As 2013 was winding down, I put out a call for indebted Pagans who would be willing to be interviewed as I began exploring our relationship with debt.  One brave Heathen, Melanie Swaim, was willing to do so, and the post I wrote after we talked blew the doors off the Witches and Pagans Facebook page, garnering (at last count) 1,137 likes and 162 comments.  I'm told it was, to date, the most liked post on the page for this site.  That deserves some serious unpacking.

First things first:  I took one idea from the many which came out of my conversation with Ms Swaim, and ran with it:  that she had to seek out guidance and support for her financial challenges in a religious community other than her own, because hers does not have that type of infrastructure.  To be clear, I interpreted this is simply an observable fact, not an incrimination of Heathens in any way.  Most, if not all, Pagan religions have a fierce independent streak running through them.  Anecdotally, it seems that individual responsibility is a more important value across Paganism than even community. 

Developing institutions in Paganism, financial or otherwise, is going to run into conflict with these dearly-held values.  Add to that the very small number of people in Paganism as a whole (and the smaller numbers practicing any particular faith in the community), and it's not surprising that the organizational maturity isn't quite there to develop safety nets for each other yet.

What you said

Commenting on the Facebook post, many readers chimed in that yes, a financial institution that catered to Pagans would get your support, especially if it were a credit union, not a bank.  There were also a number of people who liked some of my other suggestions, or offered some of their own.  Food banks, microlending programs, and alternative and crypto-currencies were all bandied about.

Some of you sounded a note of caution, either about Pagans becoming more involved in the monied economy, or about our ability to follow through on something as Establishment as a credit union.  Points that leaped out as being representative of the objections included these:

  • Would we discriminate against Christians they way they have against us? Would we hire only Pagans excluding all others the way we have been excluded? We are in danger of becoming the very people we claim to distrust .. (Joanna Martin)
  • Pagans tend to support each other with physical things like produce and medicine, clothing etc rather than being drawn into the monetary world. (Neroli Donellan)
  • Most any pagan would be in an uproar about a Christian bank. (Viki Thurman)
  • You are not a true Pagan if you support this, it is the building blocks of corruption. (Tom Miller)
  • I don't understand why any religion has to ooze into a business. Someone's religion doesn't dictate what kind of person or business owner they are.

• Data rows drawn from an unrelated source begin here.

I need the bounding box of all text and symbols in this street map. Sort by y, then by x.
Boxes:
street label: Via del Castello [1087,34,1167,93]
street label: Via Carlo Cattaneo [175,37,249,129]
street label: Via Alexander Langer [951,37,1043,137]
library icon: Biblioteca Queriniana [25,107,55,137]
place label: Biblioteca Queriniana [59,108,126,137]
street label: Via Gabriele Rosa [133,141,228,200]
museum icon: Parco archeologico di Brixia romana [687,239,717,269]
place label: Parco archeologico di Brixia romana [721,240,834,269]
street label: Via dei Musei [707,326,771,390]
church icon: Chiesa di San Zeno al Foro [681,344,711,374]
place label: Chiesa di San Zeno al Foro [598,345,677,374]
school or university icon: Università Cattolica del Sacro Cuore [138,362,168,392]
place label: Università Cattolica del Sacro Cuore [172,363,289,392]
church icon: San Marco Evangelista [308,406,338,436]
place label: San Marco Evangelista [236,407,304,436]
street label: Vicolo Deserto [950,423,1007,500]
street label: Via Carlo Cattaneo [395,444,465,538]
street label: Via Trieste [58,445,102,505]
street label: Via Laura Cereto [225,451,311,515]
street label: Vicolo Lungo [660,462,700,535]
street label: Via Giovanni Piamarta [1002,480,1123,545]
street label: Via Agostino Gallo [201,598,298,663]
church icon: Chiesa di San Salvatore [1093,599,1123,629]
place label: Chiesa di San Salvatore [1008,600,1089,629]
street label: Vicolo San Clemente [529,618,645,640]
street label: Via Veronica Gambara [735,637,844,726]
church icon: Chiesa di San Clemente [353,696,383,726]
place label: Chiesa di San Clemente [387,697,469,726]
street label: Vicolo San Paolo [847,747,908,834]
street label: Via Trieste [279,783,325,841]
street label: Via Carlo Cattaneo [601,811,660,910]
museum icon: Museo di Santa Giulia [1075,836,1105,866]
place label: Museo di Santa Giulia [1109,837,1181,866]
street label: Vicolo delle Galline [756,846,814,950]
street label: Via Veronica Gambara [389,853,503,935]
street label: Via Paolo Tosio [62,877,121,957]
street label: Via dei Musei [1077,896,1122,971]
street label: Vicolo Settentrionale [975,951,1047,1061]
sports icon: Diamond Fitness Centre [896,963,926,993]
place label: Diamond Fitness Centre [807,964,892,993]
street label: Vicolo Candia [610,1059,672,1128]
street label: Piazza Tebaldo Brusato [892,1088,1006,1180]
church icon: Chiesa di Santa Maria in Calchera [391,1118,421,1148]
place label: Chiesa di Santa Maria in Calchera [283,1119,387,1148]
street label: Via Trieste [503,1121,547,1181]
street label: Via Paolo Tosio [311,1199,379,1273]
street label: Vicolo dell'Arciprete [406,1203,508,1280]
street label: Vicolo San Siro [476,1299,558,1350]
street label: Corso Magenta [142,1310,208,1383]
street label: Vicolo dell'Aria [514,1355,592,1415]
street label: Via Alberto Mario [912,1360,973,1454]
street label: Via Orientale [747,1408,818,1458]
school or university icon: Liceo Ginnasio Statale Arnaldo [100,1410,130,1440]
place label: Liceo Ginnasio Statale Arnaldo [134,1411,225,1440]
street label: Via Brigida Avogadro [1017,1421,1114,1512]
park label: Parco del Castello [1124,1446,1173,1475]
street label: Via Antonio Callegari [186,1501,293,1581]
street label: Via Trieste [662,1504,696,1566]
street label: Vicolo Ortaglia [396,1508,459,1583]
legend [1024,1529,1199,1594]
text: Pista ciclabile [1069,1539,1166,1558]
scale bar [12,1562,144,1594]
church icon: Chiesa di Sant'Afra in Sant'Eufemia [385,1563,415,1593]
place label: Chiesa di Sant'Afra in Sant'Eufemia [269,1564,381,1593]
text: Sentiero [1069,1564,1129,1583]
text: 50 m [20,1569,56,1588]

Why would we wish to do business within our community?  Would it enhance our credibility or heighten suspicion by outsiders?  Is there a danger that greater involvement in finance would cause us to lose sight of our non-monetary values?  These are questions worth seriously considering if a project like this were to move forward.

But move forward is what many, many people seem to think it should be doing.

There are models for religious-based financial institutions.  Judaism has a long tradition of banking because they disagreed with their Christian brethren about whether or not it was sinful to collect interest.  Quakers have institutions that invest based on their values.  The vast diversity which is Hinduism is perhaps the best model of how to collaborate across broad diversity, so perhaps we can find some inspiration there.

As terrifying as it is for some, and as easy as it might be to make missteps along the way, the response I received tells me that there is a very strong desire for new ways that we can support one another in the Pagan communities.  Credit unions fired up the imagination, so perhaps it is time to consider whether we have what it takes to make one, or if the People Under the Pagan Umbrella are still a bit too fiercely independent to move forward with such an ambitious idea.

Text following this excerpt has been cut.